(Work to complete) Look through the material and copy each line holding "linecap".

(Data)
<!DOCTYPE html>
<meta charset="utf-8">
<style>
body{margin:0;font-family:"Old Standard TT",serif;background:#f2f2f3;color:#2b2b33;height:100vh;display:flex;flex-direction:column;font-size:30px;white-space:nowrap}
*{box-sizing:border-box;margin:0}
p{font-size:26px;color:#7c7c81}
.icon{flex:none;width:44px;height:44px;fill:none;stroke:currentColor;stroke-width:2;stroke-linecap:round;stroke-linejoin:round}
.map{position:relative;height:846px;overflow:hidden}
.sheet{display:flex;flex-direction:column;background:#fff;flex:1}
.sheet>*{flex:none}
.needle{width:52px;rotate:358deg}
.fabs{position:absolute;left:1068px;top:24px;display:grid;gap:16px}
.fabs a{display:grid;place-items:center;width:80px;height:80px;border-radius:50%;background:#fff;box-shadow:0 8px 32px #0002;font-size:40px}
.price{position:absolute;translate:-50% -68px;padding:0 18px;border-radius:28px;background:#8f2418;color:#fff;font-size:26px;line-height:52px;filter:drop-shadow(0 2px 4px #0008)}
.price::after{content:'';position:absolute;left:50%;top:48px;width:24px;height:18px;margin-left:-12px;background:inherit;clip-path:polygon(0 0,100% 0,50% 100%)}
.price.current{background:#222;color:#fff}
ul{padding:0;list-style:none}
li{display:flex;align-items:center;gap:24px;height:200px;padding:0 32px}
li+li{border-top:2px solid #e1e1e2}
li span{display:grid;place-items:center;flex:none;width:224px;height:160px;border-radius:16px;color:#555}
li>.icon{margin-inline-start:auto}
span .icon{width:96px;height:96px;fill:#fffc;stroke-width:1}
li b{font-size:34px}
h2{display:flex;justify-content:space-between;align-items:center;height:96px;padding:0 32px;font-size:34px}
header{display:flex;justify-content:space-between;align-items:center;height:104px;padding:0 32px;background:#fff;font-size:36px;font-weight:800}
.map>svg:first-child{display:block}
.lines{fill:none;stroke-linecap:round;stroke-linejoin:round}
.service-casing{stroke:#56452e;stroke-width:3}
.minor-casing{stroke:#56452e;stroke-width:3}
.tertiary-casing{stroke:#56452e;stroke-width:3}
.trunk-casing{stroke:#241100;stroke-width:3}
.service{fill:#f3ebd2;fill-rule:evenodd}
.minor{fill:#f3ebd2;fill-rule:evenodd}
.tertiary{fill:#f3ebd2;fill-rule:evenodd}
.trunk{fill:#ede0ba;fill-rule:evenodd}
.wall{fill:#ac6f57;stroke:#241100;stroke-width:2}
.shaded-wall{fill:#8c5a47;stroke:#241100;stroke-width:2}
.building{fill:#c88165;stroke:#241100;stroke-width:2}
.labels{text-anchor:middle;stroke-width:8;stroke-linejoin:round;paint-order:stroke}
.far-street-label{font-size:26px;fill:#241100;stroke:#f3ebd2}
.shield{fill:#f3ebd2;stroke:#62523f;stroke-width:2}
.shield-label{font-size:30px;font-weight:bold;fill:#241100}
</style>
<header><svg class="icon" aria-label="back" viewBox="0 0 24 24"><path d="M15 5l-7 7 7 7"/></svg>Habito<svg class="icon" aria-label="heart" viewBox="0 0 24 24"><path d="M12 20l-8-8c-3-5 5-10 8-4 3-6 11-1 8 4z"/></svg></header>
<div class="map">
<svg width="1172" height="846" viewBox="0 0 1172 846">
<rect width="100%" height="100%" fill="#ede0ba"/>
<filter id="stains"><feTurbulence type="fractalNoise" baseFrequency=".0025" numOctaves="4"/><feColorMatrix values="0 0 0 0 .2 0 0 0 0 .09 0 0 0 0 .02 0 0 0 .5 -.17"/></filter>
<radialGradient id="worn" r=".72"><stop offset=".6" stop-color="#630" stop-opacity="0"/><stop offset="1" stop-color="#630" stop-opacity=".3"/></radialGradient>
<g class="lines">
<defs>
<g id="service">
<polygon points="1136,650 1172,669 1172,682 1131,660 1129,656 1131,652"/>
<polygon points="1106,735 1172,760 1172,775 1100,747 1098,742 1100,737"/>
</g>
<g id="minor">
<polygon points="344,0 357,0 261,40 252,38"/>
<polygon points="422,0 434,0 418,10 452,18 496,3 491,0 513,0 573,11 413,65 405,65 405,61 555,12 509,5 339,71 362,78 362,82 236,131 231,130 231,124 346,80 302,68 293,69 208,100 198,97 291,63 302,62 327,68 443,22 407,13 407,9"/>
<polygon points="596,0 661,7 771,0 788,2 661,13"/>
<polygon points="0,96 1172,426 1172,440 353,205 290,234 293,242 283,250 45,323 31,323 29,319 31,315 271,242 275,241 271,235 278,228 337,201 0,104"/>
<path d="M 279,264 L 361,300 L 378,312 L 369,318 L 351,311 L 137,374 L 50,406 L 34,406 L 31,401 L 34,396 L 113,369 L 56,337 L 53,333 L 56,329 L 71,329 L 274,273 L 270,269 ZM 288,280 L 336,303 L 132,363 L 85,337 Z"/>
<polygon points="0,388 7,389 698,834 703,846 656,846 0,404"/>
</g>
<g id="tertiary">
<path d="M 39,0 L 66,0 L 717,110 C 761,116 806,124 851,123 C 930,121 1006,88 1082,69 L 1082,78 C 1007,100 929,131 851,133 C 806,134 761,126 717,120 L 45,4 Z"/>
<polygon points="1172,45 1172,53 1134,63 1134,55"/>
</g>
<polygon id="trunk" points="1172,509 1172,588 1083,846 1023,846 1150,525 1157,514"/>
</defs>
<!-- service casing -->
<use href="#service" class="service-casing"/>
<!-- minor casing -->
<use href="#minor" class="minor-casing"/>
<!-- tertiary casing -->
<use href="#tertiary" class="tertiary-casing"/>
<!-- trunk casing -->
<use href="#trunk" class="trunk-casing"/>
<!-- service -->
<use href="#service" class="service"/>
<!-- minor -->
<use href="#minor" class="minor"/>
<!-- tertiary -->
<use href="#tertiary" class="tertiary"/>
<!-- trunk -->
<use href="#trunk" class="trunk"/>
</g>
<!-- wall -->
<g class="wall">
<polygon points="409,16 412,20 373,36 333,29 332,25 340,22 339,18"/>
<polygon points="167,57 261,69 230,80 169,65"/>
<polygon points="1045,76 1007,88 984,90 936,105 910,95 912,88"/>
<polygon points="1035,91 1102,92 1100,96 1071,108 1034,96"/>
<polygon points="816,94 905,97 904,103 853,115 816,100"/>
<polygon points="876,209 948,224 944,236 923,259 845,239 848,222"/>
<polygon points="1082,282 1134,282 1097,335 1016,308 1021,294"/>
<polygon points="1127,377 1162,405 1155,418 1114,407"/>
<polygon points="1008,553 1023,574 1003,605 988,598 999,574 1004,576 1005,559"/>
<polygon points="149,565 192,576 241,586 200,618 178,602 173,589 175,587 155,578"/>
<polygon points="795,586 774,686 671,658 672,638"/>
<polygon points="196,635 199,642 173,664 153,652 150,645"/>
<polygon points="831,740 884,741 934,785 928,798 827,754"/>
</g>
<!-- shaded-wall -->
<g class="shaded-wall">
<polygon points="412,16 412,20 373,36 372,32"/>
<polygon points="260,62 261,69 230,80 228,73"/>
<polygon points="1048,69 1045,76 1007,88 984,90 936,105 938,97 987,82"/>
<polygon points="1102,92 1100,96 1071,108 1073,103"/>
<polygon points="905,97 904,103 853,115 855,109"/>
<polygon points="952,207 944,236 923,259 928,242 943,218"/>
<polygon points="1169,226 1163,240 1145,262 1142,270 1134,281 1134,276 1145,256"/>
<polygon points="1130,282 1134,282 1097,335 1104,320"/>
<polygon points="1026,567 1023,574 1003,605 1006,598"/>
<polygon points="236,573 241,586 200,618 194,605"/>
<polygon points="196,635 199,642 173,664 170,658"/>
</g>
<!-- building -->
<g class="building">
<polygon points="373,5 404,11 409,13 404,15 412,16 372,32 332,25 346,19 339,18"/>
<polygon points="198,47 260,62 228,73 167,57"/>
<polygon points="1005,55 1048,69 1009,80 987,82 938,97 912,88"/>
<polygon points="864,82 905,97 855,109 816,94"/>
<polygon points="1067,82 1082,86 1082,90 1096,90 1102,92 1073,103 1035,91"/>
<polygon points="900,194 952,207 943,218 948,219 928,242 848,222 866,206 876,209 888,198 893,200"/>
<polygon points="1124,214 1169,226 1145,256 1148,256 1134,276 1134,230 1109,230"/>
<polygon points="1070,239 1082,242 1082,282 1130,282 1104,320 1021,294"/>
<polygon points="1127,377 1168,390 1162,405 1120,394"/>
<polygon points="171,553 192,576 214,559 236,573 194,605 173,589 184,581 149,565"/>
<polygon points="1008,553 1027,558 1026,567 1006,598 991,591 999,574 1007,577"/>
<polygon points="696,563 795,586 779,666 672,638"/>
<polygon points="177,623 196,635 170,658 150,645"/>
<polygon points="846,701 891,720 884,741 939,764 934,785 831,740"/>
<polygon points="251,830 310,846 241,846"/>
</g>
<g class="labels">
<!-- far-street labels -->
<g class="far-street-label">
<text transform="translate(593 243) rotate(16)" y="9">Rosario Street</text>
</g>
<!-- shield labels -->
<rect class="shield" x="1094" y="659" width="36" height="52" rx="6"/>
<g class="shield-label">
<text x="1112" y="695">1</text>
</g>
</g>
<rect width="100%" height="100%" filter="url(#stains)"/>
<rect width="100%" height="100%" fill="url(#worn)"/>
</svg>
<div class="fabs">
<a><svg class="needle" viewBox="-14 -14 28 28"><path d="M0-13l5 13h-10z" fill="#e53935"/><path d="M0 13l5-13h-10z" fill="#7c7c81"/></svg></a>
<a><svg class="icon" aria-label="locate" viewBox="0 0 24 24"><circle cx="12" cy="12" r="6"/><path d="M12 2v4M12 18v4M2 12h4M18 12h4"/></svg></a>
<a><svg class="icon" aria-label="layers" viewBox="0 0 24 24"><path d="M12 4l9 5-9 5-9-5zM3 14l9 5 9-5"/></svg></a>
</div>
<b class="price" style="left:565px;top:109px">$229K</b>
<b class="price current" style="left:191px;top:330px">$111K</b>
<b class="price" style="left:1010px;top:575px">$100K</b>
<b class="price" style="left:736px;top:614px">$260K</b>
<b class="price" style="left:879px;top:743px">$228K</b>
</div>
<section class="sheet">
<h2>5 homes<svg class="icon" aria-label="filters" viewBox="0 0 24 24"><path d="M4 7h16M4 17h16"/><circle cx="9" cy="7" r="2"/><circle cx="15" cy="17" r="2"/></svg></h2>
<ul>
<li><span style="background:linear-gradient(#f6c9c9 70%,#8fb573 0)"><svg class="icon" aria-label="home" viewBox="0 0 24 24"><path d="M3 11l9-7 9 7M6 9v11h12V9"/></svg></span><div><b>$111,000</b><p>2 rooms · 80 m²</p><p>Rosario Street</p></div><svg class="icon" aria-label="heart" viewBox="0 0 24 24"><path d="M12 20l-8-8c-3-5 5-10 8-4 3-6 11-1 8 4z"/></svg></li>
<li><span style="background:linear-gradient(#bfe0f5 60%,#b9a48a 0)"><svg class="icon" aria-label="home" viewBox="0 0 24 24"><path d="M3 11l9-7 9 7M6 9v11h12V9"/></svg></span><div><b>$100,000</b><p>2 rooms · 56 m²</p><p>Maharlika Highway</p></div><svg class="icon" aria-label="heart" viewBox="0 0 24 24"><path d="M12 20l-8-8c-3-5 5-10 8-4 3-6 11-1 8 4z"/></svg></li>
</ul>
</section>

(Expected answer)
.icon{flex:none;width:44px;height:44px;fill:none;stroke:currentColor;stroke-width:2;stroke-linecap:round;stroke-linejoin:round}
.lines{fill:none;stroke-linecap:round;stroke-linejoin:round}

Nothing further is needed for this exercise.